| Exercise description |
Filter these entries so that only lines with the word "JARAMA" remain.
[Data excerpts]
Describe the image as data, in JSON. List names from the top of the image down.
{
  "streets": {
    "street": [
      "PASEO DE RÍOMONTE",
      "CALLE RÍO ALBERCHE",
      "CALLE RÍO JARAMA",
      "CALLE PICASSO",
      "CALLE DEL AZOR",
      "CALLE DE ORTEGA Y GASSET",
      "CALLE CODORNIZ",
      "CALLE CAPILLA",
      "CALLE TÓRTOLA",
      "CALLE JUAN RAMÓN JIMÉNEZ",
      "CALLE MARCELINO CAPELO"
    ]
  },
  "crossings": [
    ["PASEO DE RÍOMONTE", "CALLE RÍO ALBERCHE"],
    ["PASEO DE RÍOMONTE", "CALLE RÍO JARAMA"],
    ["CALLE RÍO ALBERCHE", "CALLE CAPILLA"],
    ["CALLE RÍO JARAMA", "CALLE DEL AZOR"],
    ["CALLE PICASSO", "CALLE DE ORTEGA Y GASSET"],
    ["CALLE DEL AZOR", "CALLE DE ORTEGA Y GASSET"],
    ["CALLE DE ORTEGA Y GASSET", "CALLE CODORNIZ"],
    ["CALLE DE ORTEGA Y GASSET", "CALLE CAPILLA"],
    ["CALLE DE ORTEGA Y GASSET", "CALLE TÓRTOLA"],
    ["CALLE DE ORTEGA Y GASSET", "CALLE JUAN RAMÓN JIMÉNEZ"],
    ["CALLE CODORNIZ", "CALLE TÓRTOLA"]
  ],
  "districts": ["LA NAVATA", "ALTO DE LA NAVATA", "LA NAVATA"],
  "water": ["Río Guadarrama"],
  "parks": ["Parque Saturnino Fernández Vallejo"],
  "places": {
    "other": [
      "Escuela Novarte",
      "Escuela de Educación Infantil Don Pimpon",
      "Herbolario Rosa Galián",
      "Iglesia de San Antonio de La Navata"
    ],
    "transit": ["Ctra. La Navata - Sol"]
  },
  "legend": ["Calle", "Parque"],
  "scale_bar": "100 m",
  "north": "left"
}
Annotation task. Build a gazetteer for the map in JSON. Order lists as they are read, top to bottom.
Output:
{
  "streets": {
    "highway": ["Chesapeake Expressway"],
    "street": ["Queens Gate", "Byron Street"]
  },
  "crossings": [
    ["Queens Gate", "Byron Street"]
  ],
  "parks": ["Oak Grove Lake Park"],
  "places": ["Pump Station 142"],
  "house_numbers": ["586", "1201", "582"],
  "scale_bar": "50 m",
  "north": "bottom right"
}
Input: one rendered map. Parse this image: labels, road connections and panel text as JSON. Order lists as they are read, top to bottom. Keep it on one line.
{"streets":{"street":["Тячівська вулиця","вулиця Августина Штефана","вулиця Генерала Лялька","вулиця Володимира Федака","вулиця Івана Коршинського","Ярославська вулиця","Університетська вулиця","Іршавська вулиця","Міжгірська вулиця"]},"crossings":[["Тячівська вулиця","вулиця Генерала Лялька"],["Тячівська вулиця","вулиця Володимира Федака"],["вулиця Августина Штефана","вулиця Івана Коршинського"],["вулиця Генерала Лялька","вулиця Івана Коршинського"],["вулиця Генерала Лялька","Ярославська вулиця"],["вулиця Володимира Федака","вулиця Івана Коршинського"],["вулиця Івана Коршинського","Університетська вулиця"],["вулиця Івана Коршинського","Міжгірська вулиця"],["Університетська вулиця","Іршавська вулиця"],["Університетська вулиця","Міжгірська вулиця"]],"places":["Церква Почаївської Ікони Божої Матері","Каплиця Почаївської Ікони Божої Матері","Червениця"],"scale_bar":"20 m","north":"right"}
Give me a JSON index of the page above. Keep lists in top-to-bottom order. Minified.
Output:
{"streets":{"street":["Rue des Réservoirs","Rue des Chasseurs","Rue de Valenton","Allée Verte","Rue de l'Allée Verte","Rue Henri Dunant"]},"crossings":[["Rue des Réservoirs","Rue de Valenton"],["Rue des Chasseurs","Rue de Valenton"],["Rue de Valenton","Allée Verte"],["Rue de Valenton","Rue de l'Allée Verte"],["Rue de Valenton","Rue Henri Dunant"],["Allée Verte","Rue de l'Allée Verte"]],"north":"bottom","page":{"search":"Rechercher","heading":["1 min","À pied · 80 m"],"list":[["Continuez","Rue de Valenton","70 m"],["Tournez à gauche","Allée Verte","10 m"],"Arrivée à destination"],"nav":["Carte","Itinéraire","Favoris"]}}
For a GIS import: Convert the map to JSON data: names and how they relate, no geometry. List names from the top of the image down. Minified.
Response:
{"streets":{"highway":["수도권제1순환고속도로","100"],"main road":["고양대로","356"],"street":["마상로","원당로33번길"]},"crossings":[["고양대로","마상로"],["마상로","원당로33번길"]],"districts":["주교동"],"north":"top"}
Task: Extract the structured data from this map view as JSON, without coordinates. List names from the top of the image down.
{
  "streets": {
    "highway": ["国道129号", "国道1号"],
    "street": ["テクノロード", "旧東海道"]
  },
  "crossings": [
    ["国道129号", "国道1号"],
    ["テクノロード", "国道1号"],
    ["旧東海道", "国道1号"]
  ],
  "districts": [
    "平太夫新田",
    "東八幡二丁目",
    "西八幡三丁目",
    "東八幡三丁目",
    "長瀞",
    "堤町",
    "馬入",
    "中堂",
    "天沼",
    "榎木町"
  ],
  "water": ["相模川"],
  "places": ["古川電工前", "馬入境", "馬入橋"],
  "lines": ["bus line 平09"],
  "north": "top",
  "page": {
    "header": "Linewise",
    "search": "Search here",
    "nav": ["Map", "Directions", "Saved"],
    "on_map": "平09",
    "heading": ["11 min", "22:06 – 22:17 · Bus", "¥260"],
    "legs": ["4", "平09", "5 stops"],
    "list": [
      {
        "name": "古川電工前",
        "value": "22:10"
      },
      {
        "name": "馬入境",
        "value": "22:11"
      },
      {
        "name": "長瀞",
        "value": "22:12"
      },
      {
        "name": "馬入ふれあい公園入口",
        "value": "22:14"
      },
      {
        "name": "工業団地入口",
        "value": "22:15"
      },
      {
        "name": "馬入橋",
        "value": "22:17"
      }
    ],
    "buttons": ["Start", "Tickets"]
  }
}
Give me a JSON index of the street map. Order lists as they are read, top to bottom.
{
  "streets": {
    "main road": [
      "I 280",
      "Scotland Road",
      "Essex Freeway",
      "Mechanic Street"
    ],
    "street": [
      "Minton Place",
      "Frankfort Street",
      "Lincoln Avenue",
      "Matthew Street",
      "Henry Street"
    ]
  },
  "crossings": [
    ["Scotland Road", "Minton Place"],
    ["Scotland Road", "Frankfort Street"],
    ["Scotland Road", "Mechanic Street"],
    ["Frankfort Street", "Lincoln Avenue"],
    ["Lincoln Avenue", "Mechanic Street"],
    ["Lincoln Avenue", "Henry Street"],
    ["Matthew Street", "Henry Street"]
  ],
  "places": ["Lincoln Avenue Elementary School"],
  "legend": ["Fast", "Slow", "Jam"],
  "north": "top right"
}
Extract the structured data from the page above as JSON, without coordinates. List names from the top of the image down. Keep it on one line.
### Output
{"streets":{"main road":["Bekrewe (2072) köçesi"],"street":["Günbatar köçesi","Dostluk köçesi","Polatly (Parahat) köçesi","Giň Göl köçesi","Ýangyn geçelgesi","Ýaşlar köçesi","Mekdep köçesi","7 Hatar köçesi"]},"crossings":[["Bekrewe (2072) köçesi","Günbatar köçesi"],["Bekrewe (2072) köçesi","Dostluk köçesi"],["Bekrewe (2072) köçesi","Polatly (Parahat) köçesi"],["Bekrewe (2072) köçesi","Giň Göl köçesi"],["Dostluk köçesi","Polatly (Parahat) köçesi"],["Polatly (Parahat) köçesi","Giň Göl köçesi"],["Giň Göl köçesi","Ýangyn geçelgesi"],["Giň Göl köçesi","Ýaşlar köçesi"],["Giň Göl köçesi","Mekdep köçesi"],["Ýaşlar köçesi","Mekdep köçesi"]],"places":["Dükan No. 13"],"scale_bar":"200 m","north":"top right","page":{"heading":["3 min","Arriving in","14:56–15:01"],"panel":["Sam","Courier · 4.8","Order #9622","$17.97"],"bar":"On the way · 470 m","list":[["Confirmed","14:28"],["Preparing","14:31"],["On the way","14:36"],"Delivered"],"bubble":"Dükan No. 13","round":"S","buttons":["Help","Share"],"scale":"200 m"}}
[/Data excerpts]
| Solution to the problem |
      "CALLE RÍO JARAMA",
    ["PASEO DE RÍOMONTE", "CALLE RÍO JARAMA"],
    ["CALLE RÍO JARAMA", "CALLE DEL AZOR"],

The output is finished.